# [Task objective]
Please repeat the entries below exactly as written, leaving out any images.
· · · ·
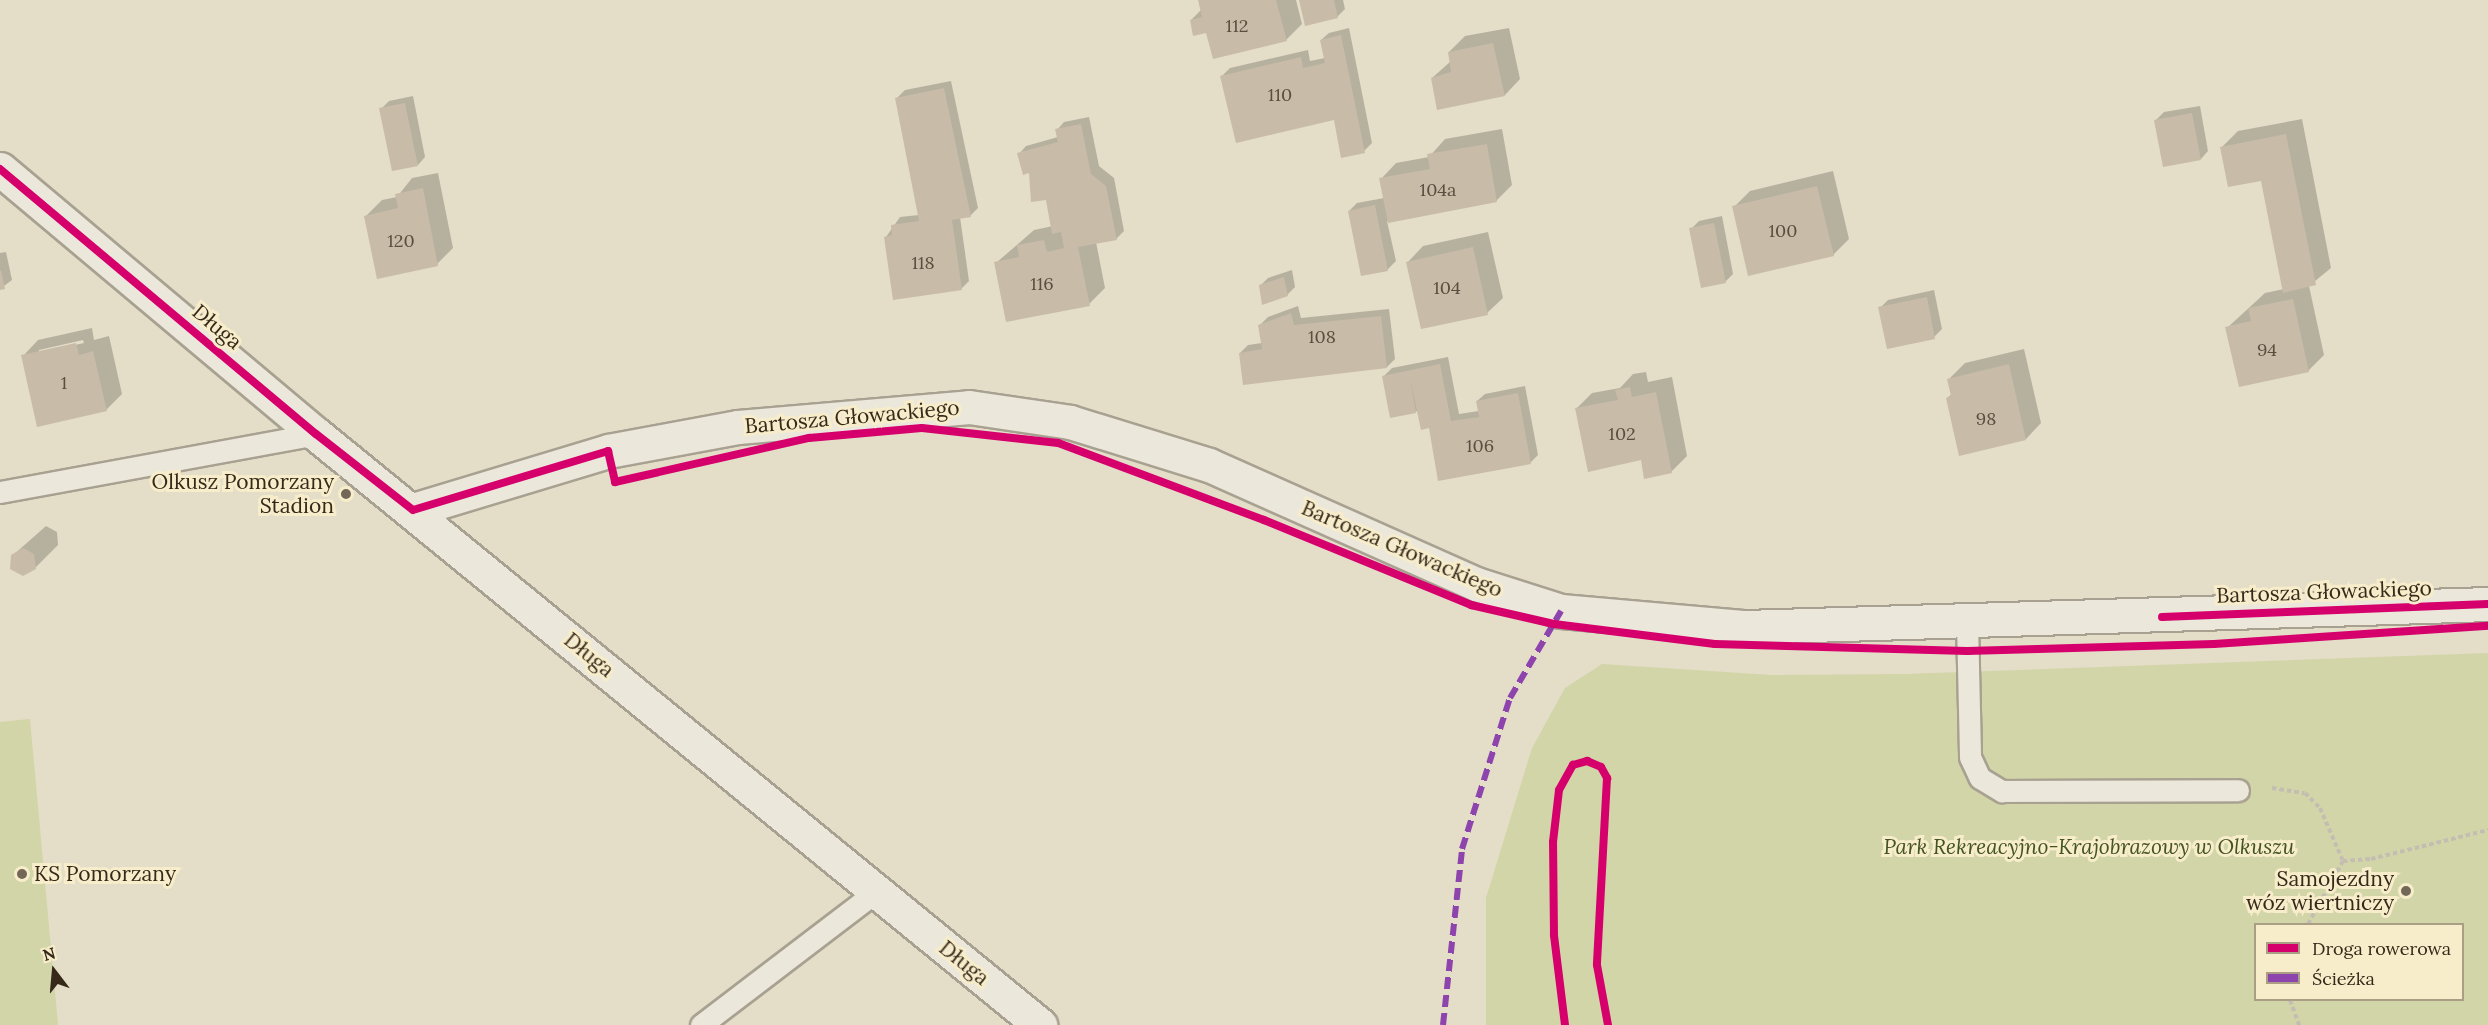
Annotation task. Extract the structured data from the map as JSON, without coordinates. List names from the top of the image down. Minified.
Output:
{"streets":{"street":["Długa","Bartosza Głowackiego"]},"crossings":[["Długa","Bartosza Głowackiego"]],"parks":["Park Rekreacyjno-Krajobrazowy w Olkuszu"],"places":["Olkusz Pomorzany Stadion","KS Pomorzany","Samojezdny wóz wiertniczy"],"house_numbers":["112","110","104a","100","120","118","116","104","108","94","1","98","102","106"],"legend":["Droga rowerowa","Ścieżka"],"north":"top"}
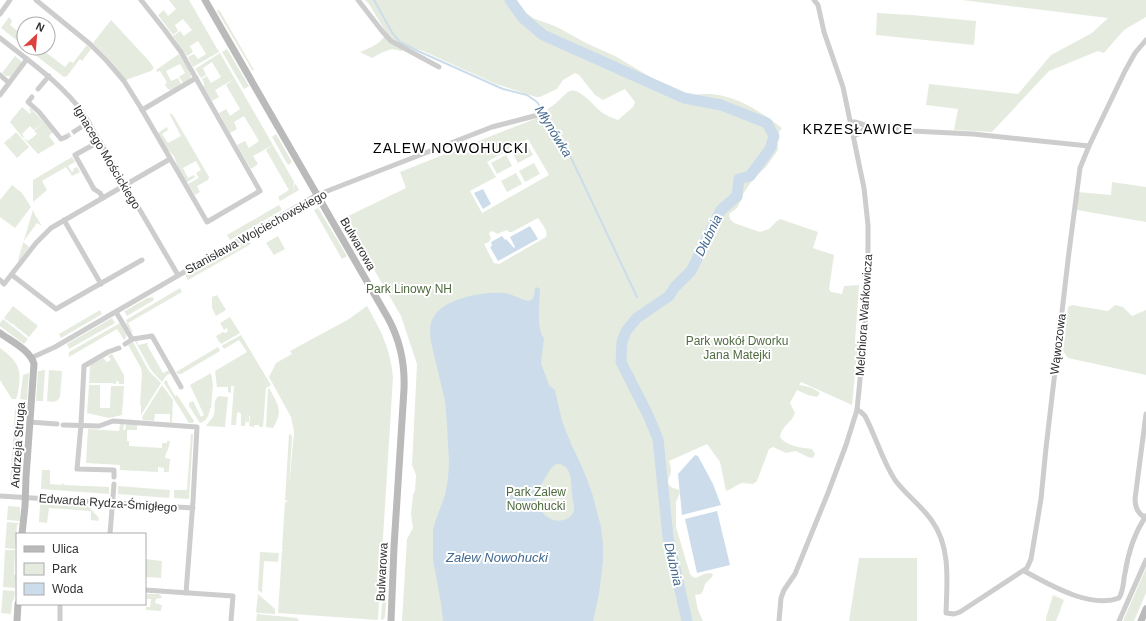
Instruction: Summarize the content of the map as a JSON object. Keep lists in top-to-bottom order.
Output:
{
  "streets": {
    "street": [
      "Ignacego Mościckiego",
      "Stanisława Wojciechowskiego",
      "Bulwarowa",
      "Melchiora Wańkowicza",
      "Wąwozowa",
      "Andrzeja Struga",
      "Edwarda Rydza-Śmigłego"
    ]
  },
  "crossings": [
    ["Ignacego Mościckiego", "Stanisława Wojciechowskiego"],
    ["Stanisława Wojciechowskiego", "Bulwarowa"],
    ["Stanisława Wojciechowskiego", "Andrzeja Struga"],
    ["Andrzeja Struga", "Edwarda Rydza-Śmigłego"]
  ],
  "districts": ["KRZESŁAWICE", "ZALEW NOWOHUCKI"],
  "water": ["Młynówka", "Dłubnia", "Zalew Nowohucki"],
  "parks": ["Park Linowy NH", "Park wokół Dworku Jana Matejki", "Park Zalew Nowohucki"],
  "legend": ["Ulica", "Park", "Woda"],
  "north": "top right"
}
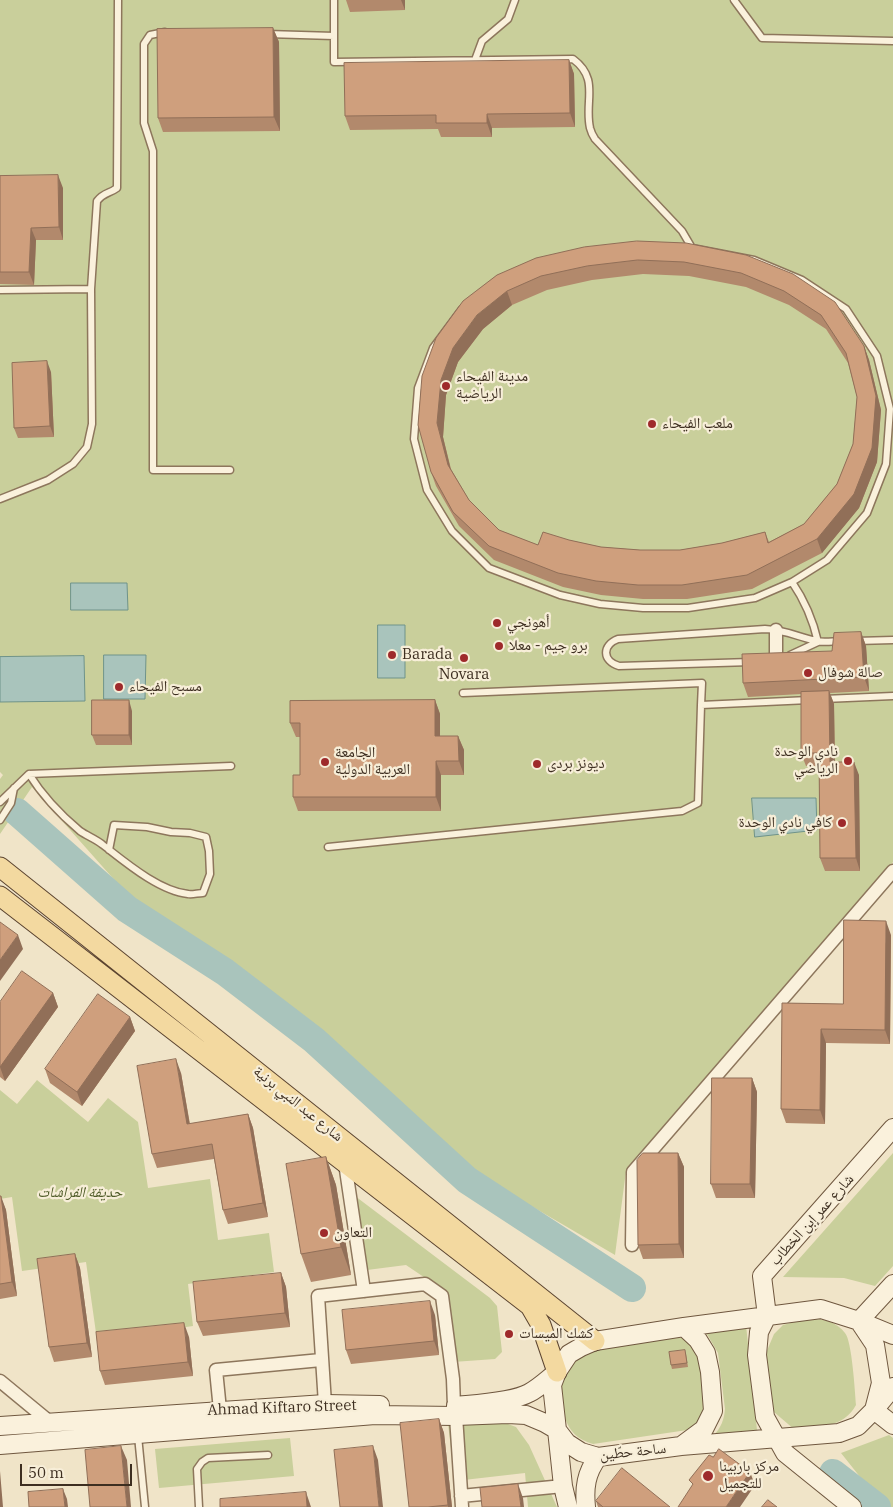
· · · ·
# [Exercise response]
Annotation task. Extract the structured data from the map as JSON, without coordinates. List names from the top of the image down. Minified.
Output:
{"streets":{"street":["Długa","Bartosza Głowackiego"]},"crossings":[["Długa","Bartosza Głowackiego"]],"parks":["Park Rekreacyjno-Krajobrazowy w Olkuszu"],"places":["Olkusz Pomorzany Stadion","KS Pomorzany","Samojezdny wóz wiertniczy"],"house_numbers":["112","110","104a","100","120","118","116","104","108","94","1","98","102","106"],"legend":["Droga rowerowa","Ścieżka"],"north":"top"}
Instruction: Summarize the content of the map as a JSON object. Keep lists in top-to-bottom order.
Output:
{
  "streets": {
    "street": [
      "Ignacego Mościckiego",
      "Stanisława Wojciechowskiego",
      "Bulwarowa",
      "Melchiora Wańkowicza",
      "Wąwozowa",
      "Andrzeja Struga",
      "Edwarda Rydza-Śmigłego"
    ]
  },
  "crossings": [
    ["Ignacego Mościckiego", "Stanisława Wojciechowskiego"],
    ["Stanisława Wojciechowskiego", "Bulwarowa"],
    ["Stanisława Wojciechowskiego", "Andrzeja Struga"],
    ["Andrzeja Struga", "Edwarda Rydza-Śmigłego"]
  ],
  "districts": ["KRZESŁAWICE", "ZALEW NOWOHUCKI"],
  "water": ["Młynówka", "Dłubnia", "Zalew Nowohucki"],
  "parks": ["Park Linowy NH", "Park wokół Dworku Jana Matejki", "Park Zalew Nowohucki"],
  "legend": ["Ulica", "Park", "Woda"],
  "north": "top right"
}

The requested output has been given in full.